Requirement: Go through the records below and tally the lines that include "align". Answer with the number only.

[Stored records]
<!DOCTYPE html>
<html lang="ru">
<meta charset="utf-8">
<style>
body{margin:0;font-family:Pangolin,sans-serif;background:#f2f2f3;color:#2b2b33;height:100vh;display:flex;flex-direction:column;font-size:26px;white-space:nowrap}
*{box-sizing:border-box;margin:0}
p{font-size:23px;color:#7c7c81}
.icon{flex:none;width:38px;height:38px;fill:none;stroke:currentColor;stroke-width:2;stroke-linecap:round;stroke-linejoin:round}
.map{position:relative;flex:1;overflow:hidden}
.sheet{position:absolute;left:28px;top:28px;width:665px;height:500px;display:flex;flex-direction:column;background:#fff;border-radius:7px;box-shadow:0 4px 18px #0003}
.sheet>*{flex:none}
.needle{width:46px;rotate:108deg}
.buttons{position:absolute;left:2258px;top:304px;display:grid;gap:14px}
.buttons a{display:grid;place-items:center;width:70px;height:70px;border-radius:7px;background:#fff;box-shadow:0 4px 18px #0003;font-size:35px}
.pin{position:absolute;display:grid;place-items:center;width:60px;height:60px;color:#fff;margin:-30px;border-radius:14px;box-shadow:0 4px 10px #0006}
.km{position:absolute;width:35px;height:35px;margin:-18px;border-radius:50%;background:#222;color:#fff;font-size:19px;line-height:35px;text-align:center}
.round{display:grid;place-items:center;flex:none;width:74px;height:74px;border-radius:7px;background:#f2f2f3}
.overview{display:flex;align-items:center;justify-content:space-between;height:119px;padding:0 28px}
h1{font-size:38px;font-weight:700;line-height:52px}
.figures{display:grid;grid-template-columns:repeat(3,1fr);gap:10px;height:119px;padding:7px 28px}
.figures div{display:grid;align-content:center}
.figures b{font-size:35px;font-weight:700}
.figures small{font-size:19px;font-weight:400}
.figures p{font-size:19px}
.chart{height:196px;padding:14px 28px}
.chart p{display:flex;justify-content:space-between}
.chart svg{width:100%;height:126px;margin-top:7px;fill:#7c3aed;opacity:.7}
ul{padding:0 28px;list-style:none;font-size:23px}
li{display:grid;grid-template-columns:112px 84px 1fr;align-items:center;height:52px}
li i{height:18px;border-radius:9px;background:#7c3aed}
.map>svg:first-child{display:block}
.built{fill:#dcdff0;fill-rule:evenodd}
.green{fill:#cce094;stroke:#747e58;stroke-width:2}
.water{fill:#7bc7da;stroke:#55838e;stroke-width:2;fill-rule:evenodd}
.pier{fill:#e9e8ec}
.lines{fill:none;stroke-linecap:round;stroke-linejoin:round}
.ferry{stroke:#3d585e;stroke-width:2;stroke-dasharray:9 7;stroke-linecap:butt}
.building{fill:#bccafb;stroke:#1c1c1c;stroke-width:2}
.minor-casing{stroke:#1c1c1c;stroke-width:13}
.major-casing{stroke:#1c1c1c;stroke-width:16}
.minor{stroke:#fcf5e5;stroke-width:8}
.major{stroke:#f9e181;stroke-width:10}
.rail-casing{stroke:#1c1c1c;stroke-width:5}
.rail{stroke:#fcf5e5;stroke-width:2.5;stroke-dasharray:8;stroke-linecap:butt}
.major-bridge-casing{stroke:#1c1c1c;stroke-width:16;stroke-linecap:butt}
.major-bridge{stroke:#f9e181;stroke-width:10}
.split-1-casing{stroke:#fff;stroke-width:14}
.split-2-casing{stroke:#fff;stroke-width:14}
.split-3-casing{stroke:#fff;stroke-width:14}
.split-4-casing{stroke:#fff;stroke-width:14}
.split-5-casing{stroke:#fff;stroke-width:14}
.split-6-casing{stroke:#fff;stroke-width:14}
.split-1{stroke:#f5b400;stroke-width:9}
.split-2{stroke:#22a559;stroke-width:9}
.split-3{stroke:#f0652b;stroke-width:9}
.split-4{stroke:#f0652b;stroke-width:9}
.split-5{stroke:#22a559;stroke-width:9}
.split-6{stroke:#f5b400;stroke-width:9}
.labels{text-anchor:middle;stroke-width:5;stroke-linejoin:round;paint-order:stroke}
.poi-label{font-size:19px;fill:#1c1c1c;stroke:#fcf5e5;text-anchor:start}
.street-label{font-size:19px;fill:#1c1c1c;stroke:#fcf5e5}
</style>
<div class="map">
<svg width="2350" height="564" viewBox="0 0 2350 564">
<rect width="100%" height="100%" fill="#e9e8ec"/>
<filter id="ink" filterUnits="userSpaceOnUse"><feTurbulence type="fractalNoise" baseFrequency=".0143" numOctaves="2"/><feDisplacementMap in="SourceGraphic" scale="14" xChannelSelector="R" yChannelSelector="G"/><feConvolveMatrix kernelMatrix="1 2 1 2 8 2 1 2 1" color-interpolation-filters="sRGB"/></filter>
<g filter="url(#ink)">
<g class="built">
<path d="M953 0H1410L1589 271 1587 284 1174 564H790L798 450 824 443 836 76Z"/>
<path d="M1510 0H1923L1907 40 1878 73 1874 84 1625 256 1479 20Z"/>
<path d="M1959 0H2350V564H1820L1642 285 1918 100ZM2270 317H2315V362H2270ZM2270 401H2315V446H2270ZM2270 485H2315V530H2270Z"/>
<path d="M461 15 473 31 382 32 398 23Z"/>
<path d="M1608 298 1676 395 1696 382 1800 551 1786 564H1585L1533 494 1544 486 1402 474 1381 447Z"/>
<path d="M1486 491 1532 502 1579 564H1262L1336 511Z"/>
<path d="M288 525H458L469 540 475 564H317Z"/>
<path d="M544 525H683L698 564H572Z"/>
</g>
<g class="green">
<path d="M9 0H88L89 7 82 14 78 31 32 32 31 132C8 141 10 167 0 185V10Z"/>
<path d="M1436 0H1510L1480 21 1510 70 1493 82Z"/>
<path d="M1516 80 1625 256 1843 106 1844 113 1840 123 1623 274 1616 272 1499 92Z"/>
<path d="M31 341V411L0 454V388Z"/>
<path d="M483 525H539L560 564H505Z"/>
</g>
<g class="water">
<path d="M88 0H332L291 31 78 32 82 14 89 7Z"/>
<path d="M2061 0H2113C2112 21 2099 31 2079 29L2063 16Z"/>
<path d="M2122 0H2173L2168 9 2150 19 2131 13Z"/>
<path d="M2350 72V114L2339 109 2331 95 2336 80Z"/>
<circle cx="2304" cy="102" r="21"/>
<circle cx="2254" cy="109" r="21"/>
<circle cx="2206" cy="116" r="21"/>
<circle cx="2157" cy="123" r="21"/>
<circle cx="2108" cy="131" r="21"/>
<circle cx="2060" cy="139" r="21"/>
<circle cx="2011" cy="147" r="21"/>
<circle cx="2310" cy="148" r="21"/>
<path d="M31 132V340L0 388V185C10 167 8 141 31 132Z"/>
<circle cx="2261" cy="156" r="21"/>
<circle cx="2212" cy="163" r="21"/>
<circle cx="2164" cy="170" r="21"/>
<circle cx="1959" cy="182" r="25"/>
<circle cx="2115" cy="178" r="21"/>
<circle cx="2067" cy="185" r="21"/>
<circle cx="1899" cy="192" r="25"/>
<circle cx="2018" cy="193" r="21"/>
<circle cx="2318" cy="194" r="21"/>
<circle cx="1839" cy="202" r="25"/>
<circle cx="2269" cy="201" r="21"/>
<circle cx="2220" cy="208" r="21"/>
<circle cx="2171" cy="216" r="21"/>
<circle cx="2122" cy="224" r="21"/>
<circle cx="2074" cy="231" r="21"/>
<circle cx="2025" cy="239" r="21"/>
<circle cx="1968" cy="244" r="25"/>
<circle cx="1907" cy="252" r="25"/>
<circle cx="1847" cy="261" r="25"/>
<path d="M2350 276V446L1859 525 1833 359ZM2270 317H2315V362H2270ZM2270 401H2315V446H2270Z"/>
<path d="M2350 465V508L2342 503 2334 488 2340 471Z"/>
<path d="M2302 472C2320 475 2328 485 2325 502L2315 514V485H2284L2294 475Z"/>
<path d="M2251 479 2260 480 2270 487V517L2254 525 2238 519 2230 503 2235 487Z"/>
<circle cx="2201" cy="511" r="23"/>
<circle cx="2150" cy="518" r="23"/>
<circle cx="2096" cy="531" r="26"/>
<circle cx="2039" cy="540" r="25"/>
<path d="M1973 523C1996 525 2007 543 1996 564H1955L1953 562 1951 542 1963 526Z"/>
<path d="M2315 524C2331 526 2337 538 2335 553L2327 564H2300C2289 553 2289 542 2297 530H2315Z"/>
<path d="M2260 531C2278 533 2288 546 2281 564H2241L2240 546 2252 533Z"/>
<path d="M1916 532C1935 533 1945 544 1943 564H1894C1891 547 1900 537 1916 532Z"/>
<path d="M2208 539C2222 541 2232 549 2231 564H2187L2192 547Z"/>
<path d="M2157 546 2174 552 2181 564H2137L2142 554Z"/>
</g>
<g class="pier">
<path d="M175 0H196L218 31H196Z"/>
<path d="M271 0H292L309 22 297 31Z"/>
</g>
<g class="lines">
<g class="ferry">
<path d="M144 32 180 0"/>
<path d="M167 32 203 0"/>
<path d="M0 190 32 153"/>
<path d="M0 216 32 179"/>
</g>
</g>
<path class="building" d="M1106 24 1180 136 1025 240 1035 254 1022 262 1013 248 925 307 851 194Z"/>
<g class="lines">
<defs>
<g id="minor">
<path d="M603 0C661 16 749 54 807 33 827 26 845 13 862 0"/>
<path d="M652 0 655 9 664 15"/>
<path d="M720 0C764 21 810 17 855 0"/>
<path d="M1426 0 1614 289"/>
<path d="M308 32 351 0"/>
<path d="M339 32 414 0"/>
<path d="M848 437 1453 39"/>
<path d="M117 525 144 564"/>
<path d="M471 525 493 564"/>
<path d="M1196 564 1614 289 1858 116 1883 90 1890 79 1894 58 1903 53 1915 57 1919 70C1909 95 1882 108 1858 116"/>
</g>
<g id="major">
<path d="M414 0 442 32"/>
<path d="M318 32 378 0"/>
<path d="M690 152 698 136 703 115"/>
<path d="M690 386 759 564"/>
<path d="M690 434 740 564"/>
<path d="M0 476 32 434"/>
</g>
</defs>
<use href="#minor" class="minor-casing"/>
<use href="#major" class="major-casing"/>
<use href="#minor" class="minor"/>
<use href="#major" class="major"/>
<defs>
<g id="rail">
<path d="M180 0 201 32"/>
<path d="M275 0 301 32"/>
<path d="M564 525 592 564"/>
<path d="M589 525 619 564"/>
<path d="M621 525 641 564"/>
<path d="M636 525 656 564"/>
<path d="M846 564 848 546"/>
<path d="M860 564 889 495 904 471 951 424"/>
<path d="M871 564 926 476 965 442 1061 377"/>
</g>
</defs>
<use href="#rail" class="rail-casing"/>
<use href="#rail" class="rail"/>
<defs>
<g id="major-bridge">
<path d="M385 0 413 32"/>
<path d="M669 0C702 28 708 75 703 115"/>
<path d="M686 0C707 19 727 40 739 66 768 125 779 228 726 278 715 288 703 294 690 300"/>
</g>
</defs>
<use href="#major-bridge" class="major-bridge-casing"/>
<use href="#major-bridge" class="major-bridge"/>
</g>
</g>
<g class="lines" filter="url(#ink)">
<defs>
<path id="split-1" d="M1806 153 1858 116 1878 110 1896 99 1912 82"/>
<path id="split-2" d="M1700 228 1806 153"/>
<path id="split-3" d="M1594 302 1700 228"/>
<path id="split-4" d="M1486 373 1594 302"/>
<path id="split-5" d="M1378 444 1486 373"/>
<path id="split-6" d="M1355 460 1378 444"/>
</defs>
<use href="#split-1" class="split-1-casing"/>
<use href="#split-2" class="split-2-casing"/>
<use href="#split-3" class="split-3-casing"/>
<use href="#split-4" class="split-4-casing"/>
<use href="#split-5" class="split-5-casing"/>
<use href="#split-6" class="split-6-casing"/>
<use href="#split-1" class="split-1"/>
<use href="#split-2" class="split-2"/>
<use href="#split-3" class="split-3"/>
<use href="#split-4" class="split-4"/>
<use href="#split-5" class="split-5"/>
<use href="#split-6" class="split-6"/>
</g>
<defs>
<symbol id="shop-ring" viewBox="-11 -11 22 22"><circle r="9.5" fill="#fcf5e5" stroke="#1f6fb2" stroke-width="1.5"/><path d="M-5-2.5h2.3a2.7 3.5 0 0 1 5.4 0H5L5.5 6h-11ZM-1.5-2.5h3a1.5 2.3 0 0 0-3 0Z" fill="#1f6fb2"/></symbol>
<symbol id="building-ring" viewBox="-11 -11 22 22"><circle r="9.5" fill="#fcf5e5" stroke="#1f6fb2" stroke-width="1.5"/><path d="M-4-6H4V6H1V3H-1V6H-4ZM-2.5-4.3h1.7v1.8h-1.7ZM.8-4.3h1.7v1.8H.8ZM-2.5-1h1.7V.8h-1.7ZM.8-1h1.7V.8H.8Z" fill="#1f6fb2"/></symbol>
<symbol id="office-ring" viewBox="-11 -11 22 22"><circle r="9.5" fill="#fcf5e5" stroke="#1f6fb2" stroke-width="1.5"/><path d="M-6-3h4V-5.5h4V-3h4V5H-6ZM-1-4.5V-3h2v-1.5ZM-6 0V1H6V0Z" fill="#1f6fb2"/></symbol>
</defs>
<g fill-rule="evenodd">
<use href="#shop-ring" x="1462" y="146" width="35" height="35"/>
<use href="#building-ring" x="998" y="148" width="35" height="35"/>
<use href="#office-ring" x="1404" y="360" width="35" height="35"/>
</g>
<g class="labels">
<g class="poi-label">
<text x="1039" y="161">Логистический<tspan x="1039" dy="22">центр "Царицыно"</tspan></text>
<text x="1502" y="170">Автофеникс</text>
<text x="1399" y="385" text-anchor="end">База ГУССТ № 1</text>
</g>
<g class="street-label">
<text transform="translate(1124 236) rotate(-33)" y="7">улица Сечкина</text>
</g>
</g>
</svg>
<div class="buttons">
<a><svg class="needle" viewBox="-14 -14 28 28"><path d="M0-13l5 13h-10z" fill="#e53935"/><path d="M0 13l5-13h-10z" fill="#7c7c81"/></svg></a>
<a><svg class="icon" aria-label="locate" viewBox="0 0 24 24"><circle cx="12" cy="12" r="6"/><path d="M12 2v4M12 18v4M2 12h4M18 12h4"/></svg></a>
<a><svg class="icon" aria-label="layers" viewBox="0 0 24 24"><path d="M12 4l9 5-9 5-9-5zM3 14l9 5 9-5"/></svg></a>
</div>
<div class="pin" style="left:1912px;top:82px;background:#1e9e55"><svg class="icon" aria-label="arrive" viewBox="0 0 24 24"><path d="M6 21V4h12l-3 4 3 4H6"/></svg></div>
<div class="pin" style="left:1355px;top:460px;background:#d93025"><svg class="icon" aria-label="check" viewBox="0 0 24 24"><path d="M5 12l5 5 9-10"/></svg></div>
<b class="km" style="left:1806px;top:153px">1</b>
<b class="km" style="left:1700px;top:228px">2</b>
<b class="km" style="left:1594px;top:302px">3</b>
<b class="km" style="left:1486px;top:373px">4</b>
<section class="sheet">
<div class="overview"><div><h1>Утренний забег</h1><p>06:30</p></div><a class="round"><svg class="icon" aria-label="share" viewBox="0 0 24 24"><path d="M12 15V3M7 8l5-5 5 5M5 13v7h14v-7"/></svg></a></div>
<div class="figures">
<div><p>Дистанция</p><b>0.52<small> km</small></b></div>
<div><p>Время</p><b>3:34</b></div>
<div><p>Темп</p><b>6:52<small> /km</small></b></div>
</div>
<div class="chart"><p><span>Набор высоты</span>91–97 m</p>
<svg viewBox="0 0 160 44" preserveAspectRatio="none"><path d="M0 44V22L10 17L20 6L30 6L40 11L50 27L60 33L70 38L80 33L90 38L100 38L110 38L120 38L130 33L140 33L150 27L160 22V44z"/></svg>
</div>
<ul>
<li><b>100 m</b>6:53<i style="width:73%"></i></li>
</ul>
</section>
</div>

Solution to the problem: 4